- Theatrical release poster
- Directed by: Errol Morris
- Screenplay by: Eric Bergren Neal Jimenez
- Based on: The Dark Wind by Tony Hillerman
- Produced by: Patrick Markey
- Starring: Lou Diamond Phillips Fred Ward John Karlen Gary Farmer
- Cinematography: Stefan Czapsky
- Edited by: Freeman Davies Susan Crutcher
- Music by: Michel Colombier
- Production companies: Carolco Pictures Le Studio Canal+
- Distributed by: Seven Arts (through New Line Cinema)
- Release date: November 1991; (BFI London Film Festival)
- Running time: 111 minutes
- Country: United States
- Languages: English Navajo Hopi

= The Dark Wind (1991 film) =

The Dark Wind is a 1991 American mystery drama film based on The Dark Wind by Tony Hillerman, one of a series of mysteries set against contemporary Navajo life in the Southwest. Directed by documentary filmmaker Errol Morris in his fiction debut, it stars Lou Diamond Phillips as Jim Chee and Fred Ward as Joe Leaphorn.

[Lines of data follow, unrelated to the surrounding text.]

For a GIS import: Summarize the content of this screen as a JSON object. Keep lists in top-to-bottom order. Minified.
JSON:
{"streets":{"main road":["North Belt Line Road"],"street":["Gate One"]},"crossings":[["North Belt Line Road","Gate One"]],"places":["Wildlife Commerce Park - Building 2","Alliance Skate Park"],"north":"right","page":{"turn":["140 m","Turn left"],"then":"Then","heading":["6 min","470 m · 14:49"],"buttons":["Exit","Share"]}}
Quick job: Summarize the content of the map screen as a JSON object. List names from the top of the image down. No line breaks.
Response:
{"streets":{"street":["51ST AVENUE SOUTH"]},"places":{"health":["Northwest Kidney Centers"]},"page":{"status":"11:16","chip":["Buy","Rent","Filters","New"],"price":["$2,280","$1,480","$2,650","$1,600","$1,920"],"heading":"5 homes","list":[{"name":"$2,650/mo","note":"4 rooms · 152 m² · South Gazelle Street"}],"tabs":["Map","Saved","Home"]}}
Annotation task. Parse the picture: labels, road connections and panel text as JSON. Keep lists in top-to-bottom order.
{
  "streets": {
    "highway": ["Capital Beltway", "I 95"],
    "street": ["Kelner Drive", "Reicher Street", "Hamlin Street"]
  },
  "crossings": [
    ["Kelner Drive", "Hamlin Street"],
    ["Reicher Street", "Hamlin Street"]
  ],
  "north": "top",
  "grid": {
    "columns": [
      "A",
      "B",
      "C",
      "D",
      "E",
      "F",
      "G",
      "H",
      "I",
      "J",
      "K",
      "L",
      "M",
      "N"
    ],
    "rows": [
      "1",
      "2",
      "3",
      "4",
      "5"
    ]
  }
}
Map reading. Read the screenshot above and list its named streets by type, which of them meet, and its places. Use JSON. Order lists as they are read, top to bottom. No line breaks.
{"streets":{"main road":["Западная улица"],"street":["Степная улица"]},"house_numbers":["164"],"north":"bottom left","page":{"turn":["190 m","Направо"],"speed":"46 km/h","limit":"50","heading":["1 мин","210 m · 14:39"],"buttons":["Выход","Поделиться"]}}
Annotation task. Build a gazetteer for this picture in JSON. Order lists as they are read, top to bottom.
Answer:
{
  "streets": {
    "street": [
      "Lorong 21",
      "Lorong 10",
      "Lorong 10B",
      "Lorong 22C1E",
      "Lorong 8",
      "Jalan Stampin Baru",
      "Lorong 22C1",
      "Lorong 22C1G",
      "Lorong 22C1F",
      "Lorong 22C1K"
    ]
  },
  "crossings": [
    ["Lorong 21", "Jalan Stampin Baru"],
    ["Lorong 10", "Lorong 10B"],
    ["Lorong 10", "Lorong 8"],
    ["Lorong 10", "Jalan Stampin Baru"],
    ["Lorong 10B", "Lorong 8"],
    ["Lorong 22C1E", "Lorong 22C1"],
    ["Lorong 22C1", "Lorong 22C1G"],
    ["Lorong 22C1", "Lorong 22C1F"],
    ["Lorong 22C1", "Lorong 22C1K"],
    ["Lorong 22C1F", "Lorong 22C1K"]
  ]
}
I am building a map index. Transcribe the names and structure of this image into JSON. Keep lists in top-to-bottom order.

Robert Redford acted as executive producer, hoping for a series of films, but was ultimately unhappy with the result, which he called "a false start", "miscast" and "ill-conceived", and it was not distributed. However, Redford would persist in his efforts to adapt Hillerman's books, acting as executive producer on the film Skinwalkers in 2002, and on the television series Dark Winds (2022–present), which would be his final work.

==Synopsis==
As Officer Jim Chee (Lou Diamond Phillips) watches a windmill, trying to catch the vandal repeatedly sabotaging it, a small plane crashes nearby. Thus begins a tangled story involving not only the vandalism and the crash, but also murder, drug smuggling, and burglary. Officer Chee is suspected by the FBI when drugs known to have been on the plane are missing.

==Cast==
- Lou Diamond Phillips as Officer Jim Chee
- Fred Ward as Lt. Joe Leaphorn
- John Karlen as Jake West
- Gary Farmer as Deputy Cowboy Albert Dashee
- Michelle Thrush as Shirley Topaha
- Guy Boyd as Agent Johnson
- Blake Clark as Ben Gaines
- Gary Basaraba as Larry

==Reception==
Director Errol Morris did not finish the film due to "artistic differences" with Redford.